CSR or Corporate Social Responsibility is when companies create programs or initiatives that are designed to help/give back to the community in a meaningful way. A good example is the Ronald McDonald House which works,  to keep families together & comfortable while battling illness.” Lawyer, Robert Johnson, says Ronald McDonald House, “serves plenty of purposes such as providing child care services, travel and financial resources, and providing homes for families, keeping them together.” McDonalds also works to be environmentally sound, invest in sustainable packaging, and evaluate the health of the animals used in products. This helps McDonalds by giving consumers a more positive image of the company. Some companies engage in CSR expecting to benefit from it through tax write offs/exemptions.


Engaging in CSR can come with a lot of benefits, as well as disadvantages. Lamar Leverett, the midwest franchisee selector for Chick-fil-A, says “A lot of the benefits for us are external, and we see a lot of growth within the communities that we help.” Non-profit social enterprises will have limited liabilities and be eligible for tax exemptions which is many companies' main goal when they create a CSR program. In addition, CSR is beneficial for a company's investor relations and company valuation. A study by the Boston Consulting Group states that companies heavily engaged in social and environmental matters are valued at 11% higher than their competitors. (Walter, Knizek, Koeller, O’Brien, Millman Hardin, Young, Orimo, and Cordes, 2020) Engaging in CSR also fosters collaboration.

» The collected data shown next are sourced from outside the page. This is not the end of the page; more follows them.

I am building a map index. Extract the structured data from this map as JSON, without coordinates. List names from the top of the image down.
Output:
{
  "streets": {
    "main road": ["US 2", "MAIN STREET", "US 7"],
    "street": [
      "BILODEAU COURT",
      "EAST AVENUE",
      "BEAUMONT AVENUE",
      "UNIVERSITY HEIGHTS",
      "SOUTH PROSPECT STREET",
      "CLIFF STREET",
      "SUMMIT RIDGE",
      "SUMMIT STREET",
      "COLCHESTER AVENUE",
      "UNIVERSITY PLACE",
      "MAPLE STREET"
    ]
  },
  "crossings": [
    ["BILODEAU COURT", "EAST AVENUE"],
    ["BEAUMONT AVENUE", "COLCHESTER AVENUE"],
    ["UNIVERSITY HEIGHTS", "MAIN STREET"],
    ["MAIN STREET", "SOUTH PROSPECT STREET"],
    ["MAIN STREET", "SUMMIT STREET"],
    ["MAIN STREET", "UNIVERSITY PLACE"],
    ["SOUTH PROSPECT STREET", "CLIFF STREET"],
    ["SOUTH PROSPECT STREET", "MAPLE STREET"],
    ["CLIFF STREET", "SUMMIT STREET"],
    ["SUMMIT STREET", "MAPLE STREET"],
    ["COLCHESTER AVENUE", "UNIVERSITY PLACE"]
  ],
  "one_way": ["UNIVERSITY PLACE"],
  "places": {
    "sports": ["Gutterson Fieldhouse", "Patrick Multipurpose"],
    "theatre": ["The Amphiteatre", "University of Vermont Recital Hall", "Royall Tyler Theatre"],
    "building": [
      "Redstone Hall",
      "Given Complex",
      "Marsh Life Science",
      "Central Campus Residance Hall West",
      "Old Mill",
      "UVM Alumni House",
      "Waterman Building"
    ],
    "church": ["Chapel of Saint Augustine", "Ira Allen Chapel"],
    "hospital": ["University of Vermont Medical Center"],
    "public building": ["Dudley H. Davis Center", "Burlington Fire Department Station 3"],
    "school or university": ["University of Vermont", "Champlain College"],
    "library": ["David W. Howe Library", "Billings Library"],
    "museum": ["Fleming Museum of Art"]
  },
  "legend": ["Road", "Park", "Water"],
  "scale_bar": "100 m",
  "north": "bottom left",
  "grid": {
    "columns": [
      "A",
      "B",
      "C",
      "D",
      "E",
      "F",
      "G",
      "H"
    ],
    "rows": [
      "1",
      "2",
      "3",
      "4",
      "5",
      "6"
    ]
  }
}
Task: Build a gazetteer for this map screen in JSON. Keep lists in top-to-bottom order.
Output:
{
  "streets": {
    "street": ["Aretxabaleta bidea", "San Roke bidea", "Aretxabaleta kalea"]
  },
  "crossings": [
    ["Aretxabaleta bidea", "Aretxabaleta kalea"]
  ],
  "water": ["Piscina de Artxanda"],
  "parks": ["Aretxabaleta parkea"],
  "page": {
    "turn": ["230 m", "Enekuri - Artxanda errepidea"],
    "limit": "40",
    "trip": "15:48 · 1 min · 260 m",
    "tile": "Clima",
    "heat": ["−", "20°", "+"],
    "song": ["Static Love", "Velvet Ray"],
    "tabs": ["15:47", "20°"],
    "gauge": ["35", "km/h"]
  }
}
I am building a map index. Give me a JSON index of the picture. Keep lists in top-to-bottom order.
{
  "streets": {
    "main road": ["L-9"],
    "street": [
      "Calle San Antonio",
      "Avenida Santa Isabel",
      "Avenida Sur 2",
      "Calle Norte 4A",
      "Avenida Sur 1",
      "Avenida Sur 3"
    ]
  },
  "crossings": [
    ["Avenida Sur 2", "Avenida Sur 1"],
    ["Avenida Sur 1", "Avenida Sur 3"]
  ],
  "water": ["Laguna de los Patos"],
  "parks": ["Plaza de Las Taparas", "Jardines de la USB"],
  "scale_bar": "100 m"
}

For example, Chick-fil-A partnered with Arthur Blank to donate millions to the westside of Atlanta for community development. There are some disadvantages, though. For-profit social enterprises may be taxed at a higher rate than non-profits, and they also may miss out on a good portion of profit by investing in these CSR programs. Still CSR activities are growing in popularity. About 90% of companies on the S&P 500 index published a CSR report in 2019, a significant jump from 20% of companies in 2011 (Webinar Care CSR Statistics, 2022). Many companies are gradually getting involved in CSR and according to a Cone Communications Study in 2017, 78% of consumers reported that they want companies to be involved in social issues. 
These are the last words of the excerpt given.